Dataset entries:
○ ○ ○ ○

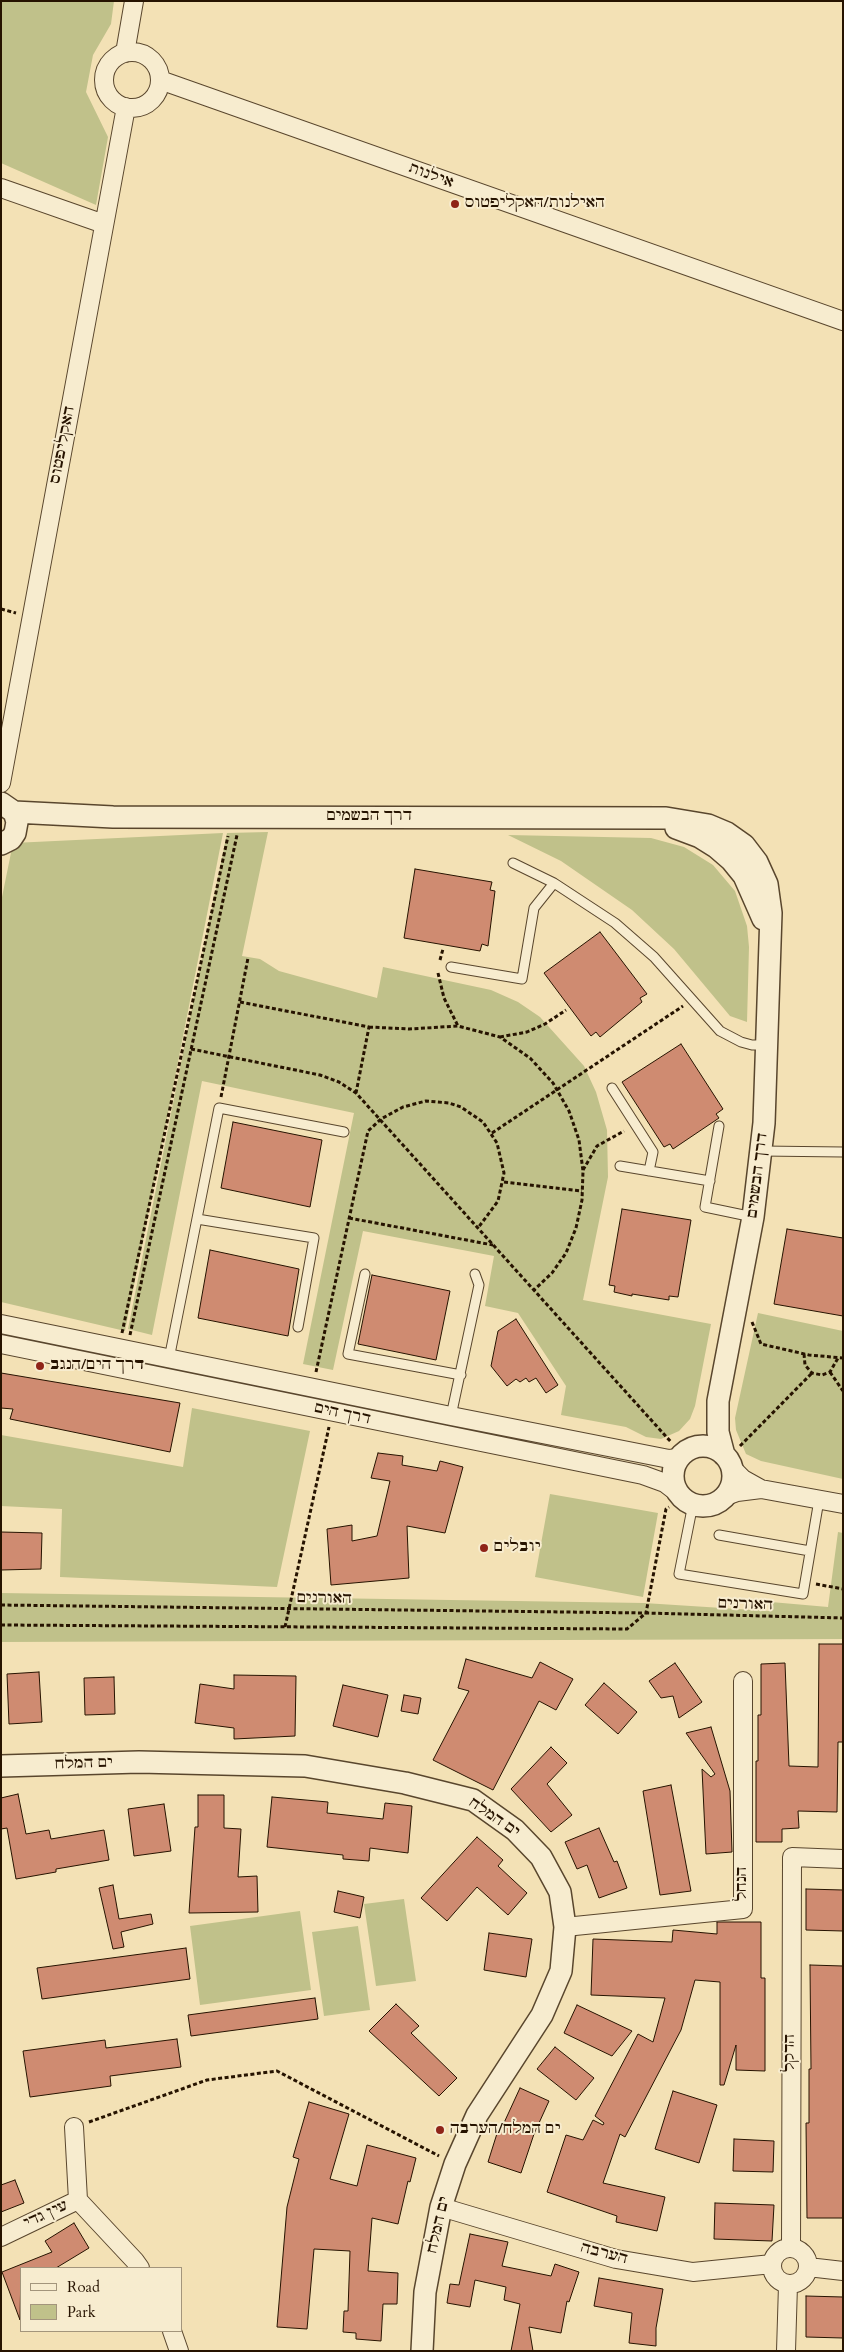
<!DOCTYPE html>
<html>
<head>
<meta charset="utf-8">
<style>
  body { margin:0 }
  #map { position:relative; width:844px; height:2352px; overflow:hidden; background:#f3e1b5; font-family:Cardo,serif }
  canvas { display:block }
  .frame { position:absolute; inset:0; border:2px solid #261300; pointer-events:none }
  .legend { position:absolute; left:20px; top:2267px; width:162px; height:65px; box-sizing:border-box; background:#f7eccf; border:1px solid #a3957c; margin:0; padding:6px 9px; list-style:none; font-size:15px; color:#261300 }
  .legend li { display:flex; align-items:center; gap:10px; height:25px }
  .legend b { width:25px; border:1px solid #a3957c }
</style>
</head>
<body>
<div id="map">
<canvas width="844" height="2352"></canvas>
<div class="frame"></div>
<ul class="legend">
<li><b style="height:6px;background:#f7eccf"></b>Road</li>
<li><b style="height:14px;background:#c0c18a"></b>Park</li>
</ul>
</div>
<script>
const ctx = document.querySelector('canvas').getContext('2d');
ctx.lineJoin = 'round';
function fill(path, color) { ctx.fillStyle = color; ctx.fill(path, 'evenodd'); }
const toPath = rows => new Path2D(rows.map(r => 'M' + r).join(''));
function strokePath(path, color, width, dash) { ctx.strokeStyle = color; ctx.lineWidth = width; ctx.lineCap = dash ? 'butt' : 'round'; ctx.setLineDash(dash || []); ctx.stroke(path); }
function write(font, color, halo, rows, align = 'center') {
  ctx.font = font + ' Cardo,"Frank Ruhl Libre",serif'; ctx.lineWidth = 4; ctx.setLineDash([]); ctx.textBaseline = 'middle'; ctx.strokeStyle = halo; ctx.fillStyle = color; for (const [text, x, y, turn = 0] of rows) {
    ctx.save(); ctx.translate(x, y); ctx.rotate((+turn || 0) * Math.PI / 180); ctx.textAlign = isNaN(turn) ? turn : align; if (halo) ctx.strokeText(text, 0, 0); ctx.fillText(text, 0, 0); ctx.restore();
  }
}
fill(toPath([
  [1,1,114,1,111,24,93,55,86,92,108,137,96,205,1,163],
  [268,832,242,956,260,959,279,971,377,998,383,967,491,990,518,1002,540,1017,584,1066,596,1092,607,1130,608,1177,583,1300,711,1324,695,1406,690,1419,679,1431,661,1439,646,1437,626,1427,561,1415,566,1386,518,1313,485,1306,494,1256,363,1231,333,1370,303,1364,354,1113,202,1081,152,1335,128,1329,227,833],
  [223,833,125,1331,1,1302,1,902,13,843],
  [508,835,651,838,684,847,713,865,735,891,747,926,749,947,747,1022,730,1016,674,949,632,910,561,861],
  [758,1313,843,1331,843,1479,761,1461,746,1454,736,1430,735,1418],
  [192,1408,310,1431,277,1587,60,1577,62,1509,1,1506,1,1435,183,1467],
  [550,1494,658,1513,643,1597,535,1577],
  [838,1532,843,1533,843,1639,1,1642,1,1593,644,1603,769,1611,771,1602,828,1607],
  [404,1899,416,1981,376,1986,364,1904],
  [300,1911,311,1990,200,2005,190,1926],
  [358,1926,370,2010,324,2016,312,1932]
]), '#c0c18a');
const building = toPath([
  [415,869,492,882,490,890,495,891,488,946,482,944,480,951,404,938,415,869],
  [600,932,647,994,640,998,642,1002,600,1037,596,1032,591,1036,544,973,600,932],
  [681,1044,723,1109,716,1114,719,1118,673,1149,670,1144,664,1147,622,1082,681,1044],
  [233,1122,322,1140,310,1207,221,1188,233,1122],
  [622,1209,691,1220,678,1297,669,1296,669,1300,632,1294,632,1296,614,1292,615,1286,609,1285,622,1209],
  [787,1229,843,1238,843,1316,774,1304,787,1229],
  [210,1250,299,1269,288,1336,198,1318,210,1250],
  [372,1275,450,1291,436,1360,358,1344,372,1275],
  [516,1319,558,1385,546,1393,536,1378,529,1382,526,1378,520,1382,516,1379,507,1386,491,1366,498,1331,516,1319],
  [1,1373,180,1403,170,1452,10,1419,13,1409,1,1408,1,1373],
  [378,1453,403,1456,402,1465,437,1471,440,1461,463,1467,445,1533,407,1526,409,1578,331,1585,327,1529,352,1525,352,1541,377,1536,390,1481,371,1478,378,1453],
  [1,1532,42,1533,41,1569,1,1570,1,1532],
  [819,1644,843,1644,843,1742,838,1742,837,1812,798,1811,799,1828,782,1829,782,1842,756,1842,756,1761,758,1761,758,1715,761,1715,761,1664,785,1663,789,1766,818,1767,819,1644],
  [466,1659,532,1678,540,1662,573,1679,556,1710,539,1701,493,1790,433,1760,469,1691,458,1688,466,1659],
  [675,1663,702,1702,679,1718,673,1696,661,1698,649,1681,675,1663],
  [39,1672,42,1722,9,1724,7,1674,39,1672],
  [234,1675,296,1676,295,1736,234,1739,234,1728,195,1723,200,1684,234,1689,234,1675],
  [114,1677,115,1714,85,1715,84,1678,114,1677],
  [604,1683,637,1712,618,1734,585,1705,604,1683],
  [343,1685,388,1695,378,1737,333,1726,343,1685],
  [404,1695,421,1698,418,1714,401,1711,404,1695],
  [711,1727,730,1791,732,1852,706,1854,702,1769,711,1777,715,1774,686,1733,711,1727],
  [551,1747,567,1763,547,1784,572,1815,551,1832,511,1789,551,1747],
  [671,1785,691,1891,660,1895,643,1791,671,1785],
  [18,1794,26,1834,49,1830,51,1839,104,1830,109,1860,56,1869,56,1872,16,1879,7,1828,1,1829,1,1798,18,1794],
  [198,1795,224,1795,224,1828,241,1829,238,1877,257,1876,258,1912,189,1913,195,1827,198,1827,198,1795],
  [272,1797,328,1802,327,1813,383,1819,385,1803,412,1806,408,1853,370,1848,369,1861,343,1859,343,1855,267,1847,272,1797],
  [164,1804,171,1851,134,1856,128,1809,164,1804],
  [599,1828,614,1862,617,1861,627,1888,599,1898,587,1865,577,1869,565,1842,599,1828],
  [477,1837,503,1860,498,1866,527,1893,508,1915,477,1887,447,1921,421,1898,477,1837],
  [113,1885,119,1919,151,1914,153,1924,121,1932,124,1947,113,1949,99,1888,113,1885],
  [806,1889,843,1890,843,1931,806,1930,806,1889],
  [338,1891,364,1897,360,1918,334,1912,338,1891],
  [717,1922,761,1922,761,1978,765,1978,765,2071,736,2070,736,2045,724,2085,720,2085,720,1982,695,1980,681,2030,625,2137,620,2134,603,2183,665,2197,657,2231,616,2222,617,2216,547,2192,566,2135,583,2140,593,2120,603,2125,604,2123,595,2116,638,2034,653,2042,665,1998,591,1995,593,1939,672,1942,673,1930,717,1934,717,1922],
  [489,1933,532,1939,526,1977,484,1970,489,1933],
  [186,1948,190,1979,42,1999,37,1968,186,1948],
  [810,1965,843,1966,843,2218,807,2218,806,2123,809,2123,809,2069,811,2069,810,1965],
  [315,1998,318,2019,191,2036,188,2015,315,1998],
  [396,2004,419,2026,411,2033,457,2078,439,2096,369,2031,396,2004],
  [577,2005,632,2031,612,2056,564,2033,577,2005],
  [177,2039,181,2067,110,2076,111,2086,30,2097,23,2051,105,2040,106,2048,177,2039],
  [555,2047,594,2078,576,2100,537,2069,555,2047],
  [520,2088,549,2101,534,2134,521,2173,488,2162,500,2124,503,2125,520,2088],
  [673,2091,717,2105,699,2163,655,2149,673,2091],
  [309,2102,349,2114,330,2179,357,2186,367,2145,416,2158,410,2182,408,2181,398,2224,372,2218,368,2271,398,2273,397,2304,383,2304,381,2341,356,2339,356,2333,343,2332,344,2311,348,2311,350,2251,314,2249,307,2329,277,2327,287,2207,299,2159,293,2157,309,2102],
  [734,2139,774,2141,773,2172,733,2171,734,2139],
  [15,2180,24,2203,1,2212,1,2185,15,2180],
  [715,2203,774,2205,772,2241,714,2239,715,2203],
  [74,2223,89,2248,56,2268,21,2268,20,2320,2,2272,52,2252,45,2241,74,2223],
  [470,2234,508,2242,502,2266,551,2276,555,2264,579,2272,569,2302,567,2301,561,2333,529,2327,533,2351,511,2351,520,2304,504,2300,506,2287,475,2280,470,2307,447,2303,450,2284,459,2285,470,2234],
  [599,2278,663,2289,656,2328,656,2346,629,2343,632,2313,594,2306,599,2278],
  [806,2296,843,2297,843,2338,806,2337,806,2296]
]);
fill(building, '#cf8b71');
strokePath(building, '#261300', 1);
const service = toPath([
  [513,863,554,883,615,923,654,957,720,1031,741,1042,752,1045,767,1045],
  [451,967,522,979,534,908,554,883],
  [612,1088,653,1152,649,1171],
  [719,1126,705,1207,753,1217],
  [762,1151,843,1152],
  [620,1166,710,1181],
  [197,1219,314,1238,298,1327],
  [365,1274,348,1354,461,1375],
  [169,1359,219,1108,344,1132],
  [451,1416,479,1285,475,1274],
  [693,1504,679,1574,803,1594,819,1500],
  [719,1535,810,1551]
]);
const minor = toPath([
  '104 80a28 28 0 1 1 56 0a28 28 0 1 1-56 0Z',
  [125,53,134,1],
  [160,80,843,321],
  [1,188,104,224],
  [1,783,126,107],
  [1,1324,451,1416,669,1459,679,1458],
  [1,1344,643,1475,665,1483,678,1493],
  [731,1467,743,1479,761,1489,843,1504],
  [723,1497,737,1492,761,1489],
  [565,1927,743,1909,743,1681],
  [78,2200,135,2261,140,2268],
  [441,2207,616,2259,693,2272,772,2264],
  [1,2237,78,2200,74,2127],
  '772 2266a18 18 0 1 1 36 0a18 18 0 1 1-36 0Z',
  [791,2248,792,1857,843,1859],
  [808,2267,843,2271],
  [172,2331,179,2351],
  [786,2351,788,2285]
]);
const tertiary = toPath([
  [1,803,14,812,17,822,15,833,11,839,1,844],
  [14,812,113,817,666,818,708,825,727,833,744,845,757,862,767,884,771,913,764,1123,753,1217,718,1401,718,1432,724,1455],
  [676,828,700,837,716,847,731,860,744,876,763,919],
  '673 1476a30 30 0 1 1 60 0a30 30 0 1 1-60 0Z',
  [1,1766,139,1762,305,1766,405,1783,473,1800,515,1830,541,1857,560,1892,565,1927,561,1971,542,2015,477,2115,455,2164,441,2207,425,2292,422,2351]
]);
strokePath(service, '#59462d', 11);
strokePath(minor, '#59462d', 20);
strokePath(tertiary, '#59462d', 24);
strokePath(toPath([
  [1,609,16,613],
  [440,960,443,949],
  [438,973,444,998,458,1026],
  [240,1002,369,1027,356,1093],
  [369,1027,409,1029,458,1026,500,1037,530,1058,553,1083,569,1111,579,1140,583,1171,582,1200,576,1228,566,1253,552,1273,534,1290],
  [500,1037,527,1032,545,1024,566,1010],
  [191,1049,320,1075,339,1082,356,1093,671,1442],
  [221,1097,248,958],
  [492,1133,683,1006],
  [583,1170,597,1146,624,1131],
  [504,1182,582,1191],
  [349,1218,493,1245],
  [752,1322,761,1344,809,1355,843,1358],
  [122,1333,228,836],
  [130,1335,237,835],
  [804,1354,805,1365,812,1373,822,1375,830,1372,838,1358],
  [316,1372,368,1131,381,1119,403,1107,426,1101,449,1103,461,1107,483,1122,497,1143,504,1173,498,1201,478,1228],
  [830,1372,843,1391],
  [740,1446,812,1373],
  [816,1584,843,1589],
  [1,1605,646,1613,666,1509,669,1507],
  [1,1625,627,1629,646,1613,843,1618],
  [285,1627,329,1427],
  [89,2122,207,2080,277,2071,439,2156]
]), '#261300', 3, [4, 2.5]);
strokePath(service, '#f7eccf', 9);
strokePath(minor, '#f7eccf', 18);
strokePath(tertiary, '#f7eccf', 21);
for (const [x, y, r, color] of [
  [455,204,5,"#8f2418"],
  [40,1366,5,"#8f2418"],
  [484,1548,5,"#8f2418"],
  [440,2130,5,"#8f2418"]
]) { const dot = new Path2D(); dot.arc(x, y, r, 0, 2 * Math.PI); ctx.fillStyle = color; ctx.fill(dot); strokePath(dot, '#f7eccf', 2); }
write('15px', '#261300', '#f7eccf', [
  ["אילנות",431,176,20],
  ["האקליפטוס",63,445,-79],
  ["דרך הבשמים",369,817],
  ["דרך הבשמים",758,1176,-83],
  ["דרך הים",342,1414,12],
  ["האורנים",324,1599,1],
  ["האורנים",745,1605,2],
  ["ים המלח",84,1764,-2],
  ["ים המלח",494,1818,34],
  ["הנחל",743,1884,-90],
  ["הדקל",791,2053,-90],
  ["עין גדי",46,2215,-25],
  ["ים המלח",439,2225,-77],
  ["הערבה",604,2254,15]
]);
write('bold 15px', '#261300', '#f7eccf', [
  ["האילנות/האקליפטוס",465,204],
  ["דרך הים/הנגב",50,1366],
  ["יובלים",494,1548],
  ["ים המלח/הערבה",450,2130]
], 'left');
</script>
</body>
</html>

○ ○ ○ ○

● **Exercise goal**
Look through the entries above and copy each line that has "lineWidth" in it.

● **Written solution**
function strokePath(path, color, width, dash) { ctx.strokeStyle = color; ctx.lineWidth = width; ctx.lineCap = dash ? 'butt' : 'round'; ctx.setLineDash(dash || []); ctx.stroke(path); }
  ctx.font = font + ' Cardo,"Frank Ruhl Libre",serif'; ctx.lineWidth = 4; ctx.setLineDash([]); ctx.textBaseline = 'middle'; ctx.strokeStyle = halo; ctx.fillStyle = color; for (const [text, x, y, turn = 0] of rows) {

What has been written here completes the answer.